Entity, the 2012 horror film from writer/director/producer Steve Stone, threatens to be a found footage flick early on. Thankfully, it’s not. Back when it was made, found footage horror films seemed to come out once or twice a week. But, even though Stone only flirts with the technique, he chose to use its tropes heavily.
The film opens with security footage shot in the green tint of night vision, so familiar from its overuse in found footage horror. The shot is of a spartan room in what looks like an insane asylum. There is an iron bed with thin mattress, a sink, a bucket, and a huddled figure who won’t look at the camera. Over the course of this sequence experienced horror fans will witness trick after trick that was used to better effect in earlier films.
It’s not the most original way to open a film, and it’s made more annoying by how much stuff Stone tried to cram in. The good news is, once this introductory stuff is gotten over with, there’s a decent horror flick to be seen.
In this film’s world, Darkest Secrets is a ghost hunting television show from the UK. Charlotte Riley plays host Kate Hansen, and she’s joined by her crew, Matt and David (Rupert Hill and David Hamilton), and guest psychic Ruth Peacock (Dervla Kirwan), who can communicate with the dead. Unlike in ghost hunting shows out here in the real world, Ruth really can see dead people.
The group have made their way to Siberia to film their latest episode. There, in a remote location, a mass grave containing the remains of 34 unidentified people was found in the 1990s. Now, Darkest Secrets has arrived to see if there is any ghostly activity about. There is, as Ruth encounters multiple spirits in the forest clearing where once was the grave. She also senses that there’s another location nearby that’s just as active as the gravesite. Yuri (Branko Tomovic), their Russian guide and the man who turned the show on to the haunted site, insists there’s nothing off in that direction but an abandoned factory, but off everyone goes into the darkening afternoon at Ruth’s insistence.
After a long hike through the Siberian forest, which leaves none of the cast winded or sweaty, the group find an abandoned complex of some sort. It does look like something industrial, but upon investigation it is revealed as the site of horrible and cruel experiments the Russian government carried out on psychics like Ruth. It led to a bad end for the test subjects, and it is their spirits that haunt the area.
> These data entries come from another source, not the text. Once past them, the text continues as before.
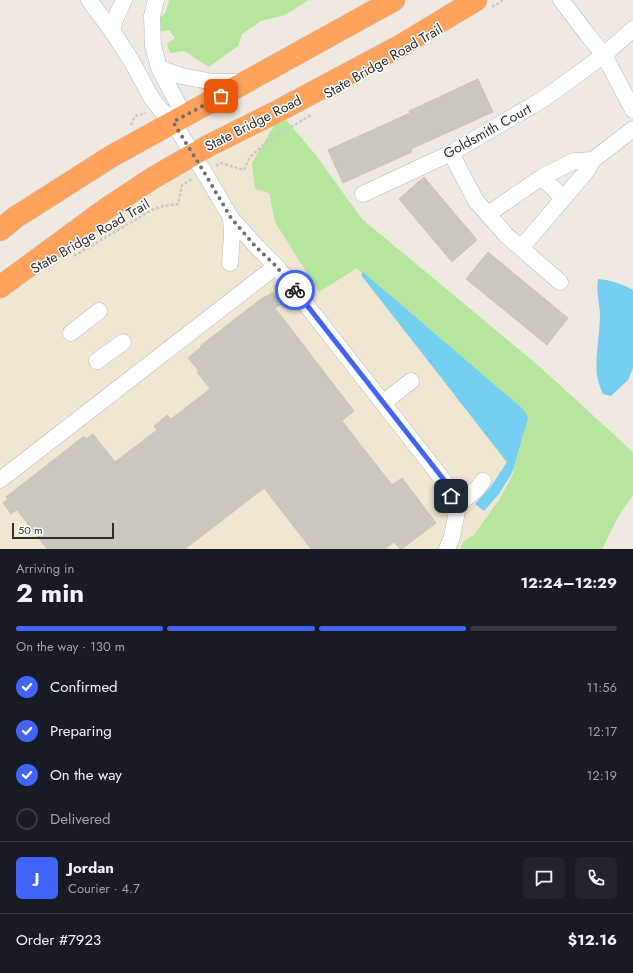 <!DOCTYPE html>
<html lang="en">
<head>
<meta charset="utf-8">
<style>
	:root { --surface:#171b24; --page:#20242c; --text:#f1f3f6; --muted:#9ea1a6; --line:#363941; --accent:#4264fb }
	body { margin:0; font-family:Jost,sans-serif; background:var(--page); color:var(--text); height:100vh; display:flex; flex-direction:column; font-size:15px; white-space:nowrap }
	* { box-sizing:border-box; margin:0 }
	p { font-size:13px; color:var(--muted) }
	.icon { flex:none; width:22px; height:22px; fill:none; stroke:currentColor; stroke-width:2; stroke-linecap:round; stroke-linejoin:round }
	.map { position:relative; height:549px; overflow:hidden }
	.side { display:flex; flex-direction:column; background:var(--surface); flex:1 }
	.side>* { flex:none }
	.scale { position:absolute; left:12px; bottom:10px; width:102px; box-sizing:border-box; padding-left:4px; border:2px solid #2e2e2e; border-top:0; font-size:11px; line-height:14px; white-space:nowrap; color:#2e2e2e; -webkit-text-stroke:3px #fff; paint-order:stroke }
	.pin { position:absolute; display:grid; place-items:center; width:34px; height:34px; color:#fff; margin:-17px; border-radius:8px; box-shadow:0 2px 6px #0006 }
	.courier { position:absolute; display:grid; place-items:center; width:40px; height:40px; margin:-20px; border:3px solid #4264fb; border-radius:50%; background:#fff; color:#222; box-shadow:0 1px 5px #0007 }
	.head em { font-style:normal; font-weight:700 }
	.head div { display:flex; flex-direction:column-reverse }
	.head { display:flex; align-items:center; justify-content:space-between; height:68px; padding:0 16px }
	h1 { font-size:26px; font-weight:700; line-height:30px }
	.bar { display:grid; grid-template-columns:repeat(4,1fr); gap:6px 4px; align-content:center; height:48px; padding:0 16px }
	.bar i { height:5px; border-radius:3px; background:var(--line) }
	.bar .selected { background:var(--accent) }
	.bar p { grid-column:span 4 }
	.line { display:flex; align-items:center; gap:10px; padding:0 16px; border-top:1px solid var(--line) }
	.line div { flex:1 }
	.round { display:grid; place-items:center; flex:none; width:42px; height:42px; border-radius:6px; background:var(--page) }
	ol { padding:0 16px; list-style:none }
	li { display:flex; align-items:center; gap:12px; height:44px }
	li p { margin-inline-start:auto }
	li .icon { padding:4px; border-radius:50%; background:var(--accent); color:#fff; stroke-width:4 }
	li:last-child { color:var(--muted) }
	li i { width:22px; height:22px; border:2px solid var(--line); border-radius:50% }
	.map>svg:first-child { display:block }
	.education { fill:#f0e6d1 }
	.green { fill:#b6e59e }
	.water { fill:#75cff0 }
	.building { fill:#cbc7bf; stroke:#cbc5ba }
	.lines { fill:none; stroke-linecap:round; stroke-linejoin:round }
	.minor-casing { stroke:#b4b7c1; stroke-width:17 }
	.highway-casing { stroke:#c9c9c9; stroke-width:23 }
	.path { stroke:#c9c9c9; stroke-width:2.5; stroke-dasharray:3 2; stroke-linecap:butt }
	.minor { stroke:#fff; stroke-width:16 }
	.highway { stroke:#ffa35c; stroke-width:22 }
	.done { stroke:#726f6d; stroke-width:4; stroke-dasharray:0 7.2 }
	.route { stroke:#4264fb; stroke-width:5 }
	.labels { text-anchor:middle; stroke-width:3; stroke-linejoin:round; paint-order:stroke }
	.street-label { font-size:14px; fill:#2e2e2e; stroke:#fff }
</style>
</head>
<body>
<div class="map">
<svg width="633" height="549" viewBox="0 0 633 549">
	<rect width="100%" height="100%" fill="#efe9e1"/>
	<!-- education -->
	<path class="education" d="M 281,114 L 269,193 L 275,222 L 319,292 L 357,268 L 514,472 L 499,500 L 474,535 L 464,541 L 460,549 L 0,549 L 0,288 Z"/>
	<!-- green -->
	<path class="green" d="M 169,0 L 309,0 L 285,15 L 261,21 L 242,34 L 238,46 L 209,67 L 184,51 L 170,53 L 167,44 L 175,38 L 169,30 L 160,32 L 159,19 L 166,12 Z
		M 281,114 L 315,154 L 362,219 L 540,367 L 633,452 L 633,495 L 618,517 L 602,549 L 460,549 L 464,541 L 474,535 L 499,500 L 514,472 L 357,268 L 319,292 L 275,222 L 269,193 L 255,189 L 252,163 Z"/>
	<!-- water -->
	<path class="water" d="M 363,272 L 524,410 L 528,418 L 512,473 L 499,494 L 484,511 L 475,504 L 491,486 L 507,462 L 361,275 Z
		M 598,279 C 610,280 623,284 633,290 L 633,368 L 628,380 L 611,396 L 603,394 C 601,389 598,382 597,376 C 595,356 600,334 600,313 C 599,302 596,290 598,279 Z"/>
	<!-- building -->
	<path class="building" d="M 478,79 L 493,112 L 411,149 L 412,152 L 343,183 L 328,150 L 410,113 L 409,111 Z
		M 424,177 L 477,240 L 452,262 L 399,199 Z
		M 488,252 L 568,318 L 547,345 L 466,279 Z
		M 273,292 L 282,303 L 275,308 L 354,411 L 342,421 L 392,485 L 402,478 L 436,523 L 402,549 L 400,549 L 394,542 L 385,549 L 311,549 L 264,488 L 185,549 L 47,549 L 17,510 L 11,514 L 3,503 L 8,499 L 6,497 L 84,436 L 86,439 L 93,434 L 115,462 L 157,430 L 154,426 L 167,415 L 171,419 L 210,389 L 197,372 L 199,371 L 188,358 L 201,347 L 200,346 L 265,296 L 266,297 Z"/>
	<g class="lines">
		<defs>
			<path id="minor" d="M 89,0 L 112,31 L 131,60 L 151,97 L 160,109 L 173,122 L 204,172 L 231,218 L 257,247 L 276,266 L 447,485 L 457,511 L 452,537 L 447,549
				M 156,0 L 152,16 L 153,45 L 159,68 L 179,106 L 173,122
				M 561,0 L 587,34 L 604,55 L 633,110
				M 112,31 L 116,17 L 124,0
				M 159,68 L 181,76 L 214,82 L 245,82
				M 451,153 L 476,201 L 507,236 L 560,282
				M 542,177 L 563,198
				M 363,194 L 451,153 L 545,98 L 604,55 L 633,29
				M 488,214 L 542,177 L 574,161 L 593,160
				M 521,248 L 585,173 L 593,160 L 633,129
				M 230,263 L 232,234 L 231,218
				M 71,333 L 99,311
				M 97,361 L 123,342
				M 383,403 L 411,381
				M 0,480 L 276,266
				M 455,507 L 477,489 L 483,481"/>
			<path id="highway" d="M 0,230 L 16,217 L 112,156 L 394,0
				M 0,287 L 106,209 L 153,178 L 208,146 L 280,110 L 400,46 L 476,0"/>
		</defs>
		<!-- minor casing -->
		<use href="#minor" class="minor-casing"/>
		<!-- highway casing -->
		<use href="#highway" class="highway-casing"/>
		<!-- path -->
		<path class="path" d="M 492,7 L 503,0
			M 131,125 L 135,116 L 146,113
			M 216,166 L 221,163 L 244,170 L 250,157 L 269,140 L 311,115
			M 74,256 L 152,210 L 163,206 L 178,204 L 182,185 L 192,179"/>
		<!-- minor -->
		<use href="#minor" class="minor"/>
		<!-- highway -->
		<use href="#highway" class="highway"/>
	</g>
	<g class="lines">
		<!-- done -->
		<path class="done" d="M 221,96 L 173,122 L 204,172 L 231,218 L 256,247 L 276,266 L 295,290"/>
		<!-- route -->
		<path class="route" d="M 295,290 L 448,485 L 451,496"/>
	</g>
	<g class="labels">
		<!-- street labels -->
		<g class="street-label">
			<text transform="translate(383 61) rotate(-30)" y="5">State Bridge Road Trail</text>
			<text transform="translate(253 123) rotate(-27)" y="5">State Bridge Road</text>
			<text transform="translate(487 131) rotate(-29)" y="5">Goldsmith Court</text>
			<text transform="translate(90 236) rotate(-30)" y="5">State Bridge Road Trail</text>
		</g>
	</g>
</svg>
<div class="scale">50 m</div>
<div class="pin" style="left:221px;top:96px;background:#ea580c"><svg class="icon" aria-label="bag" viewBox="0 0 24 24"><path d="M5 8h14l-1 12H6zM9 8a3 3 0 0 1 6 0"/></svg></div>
<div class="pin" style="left:451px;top:496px;background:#1f2937"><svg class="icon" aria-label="home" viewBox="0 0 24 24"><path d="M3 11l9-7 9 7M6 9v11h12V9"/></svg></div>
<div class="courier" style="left:295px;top:290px"><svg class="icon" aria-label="bike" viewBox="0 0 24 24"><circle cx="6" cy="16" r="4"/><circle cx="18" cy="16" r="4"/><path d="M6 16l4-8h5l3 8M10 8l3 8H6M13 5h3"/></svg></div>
</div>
<section class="side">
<div class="head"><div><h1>2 min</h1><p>Arriving in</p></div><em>12:24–12:29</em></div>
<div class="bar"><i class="selected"></i><i class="selected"></i><i class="selected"></i><i></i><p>On the way · 130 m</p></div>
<ol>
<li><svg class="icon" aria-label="check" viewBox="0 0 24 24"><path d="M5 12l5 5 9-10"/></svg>Confirmed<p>11:56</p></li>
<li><svg class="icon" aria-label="check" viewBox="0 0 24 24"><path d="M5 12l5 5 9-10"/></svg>Preparing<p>12:17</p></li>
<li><svg class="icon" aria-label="check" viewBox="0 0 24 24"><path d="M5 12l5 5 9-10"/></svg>On the way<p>12:19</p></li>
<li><i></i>Delivered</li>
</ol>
<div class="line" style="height:72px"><b class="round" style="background:var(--accent);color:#fff">J</b><div><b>Jordan</b><p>Courier · 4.7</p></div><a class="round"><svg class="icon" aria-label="chat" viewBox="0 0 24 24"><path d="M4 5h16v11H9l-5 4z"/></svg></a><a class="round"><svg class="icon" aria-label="phone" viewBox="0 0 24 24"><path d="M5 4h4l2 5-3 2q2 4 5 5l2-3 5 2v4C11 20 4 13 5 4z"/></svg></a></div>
<div class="line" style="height:52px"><div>Order #7923</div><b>$12.16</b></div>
</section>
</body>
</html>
That’s a pretty good idea for a ghost flick. One of the tropes involving ghosts has been that they are linked to violent death. A psychic who dies a violent death, then, should make for one hell of a ghost. In this flick, there are 34. Only one of them really matters, though.
That’s Mischka (Michael David Worden). He’s the poor fellow whom viewers met in the intro. He was the most talented of the psychics, apparently, and the most tortured. It’s still just a television show until the cast first encounters Mischka. That’s the end of the first act, and after that, everyone wants to get out of Dodge. Circumstances, not always owing to Mischka, keep that from happening.
Ghost flicks can be pretty scary. This one isn’t. It’s far more creepy than it is frightening, which is a testament to the production design, but the pervading emotion this film invokes is tension. One of the common themes it shares with other ghost films is mystery. Who is the ghost, why are they dead, why are they here? Answering those questions is more useful in providing a plot than it is in scaring the audience. The between bits is when the ghostly stuff occurs, but Stone telegraphs his punches, leaving no surprises. That includes an ending twist.
Atmosphere is just as important to this film as tension. They work hand in hand in Entity. As mentioned above, the atmosphere owes much to the production design. The location used for the site of the experiments doesn’t quite fit the plot. Perhaps it was a marriage of convenience — the most suitable location close at hand that was available (shooting took place in North Yorkshire, England). But Stone and company made it work, to the point its looks and how it was shot places a nice layer of dread on top of that tension. Again, more creepy than frightening, but used to effect. My only complaint in this area, and it’s a big one, is that filters were applied a little too heavily in post. The film looks like mud.
There are a lot of flaws with this film, and yet it was quite gripping. The performances were up and down but everyone was professional enough that it felt authentic. Perhaps it would have been better if it were scarier, but maybe not. Entity is as much thriller as it is horror, if not more so, and that’s not the worst direction for a ghost flick.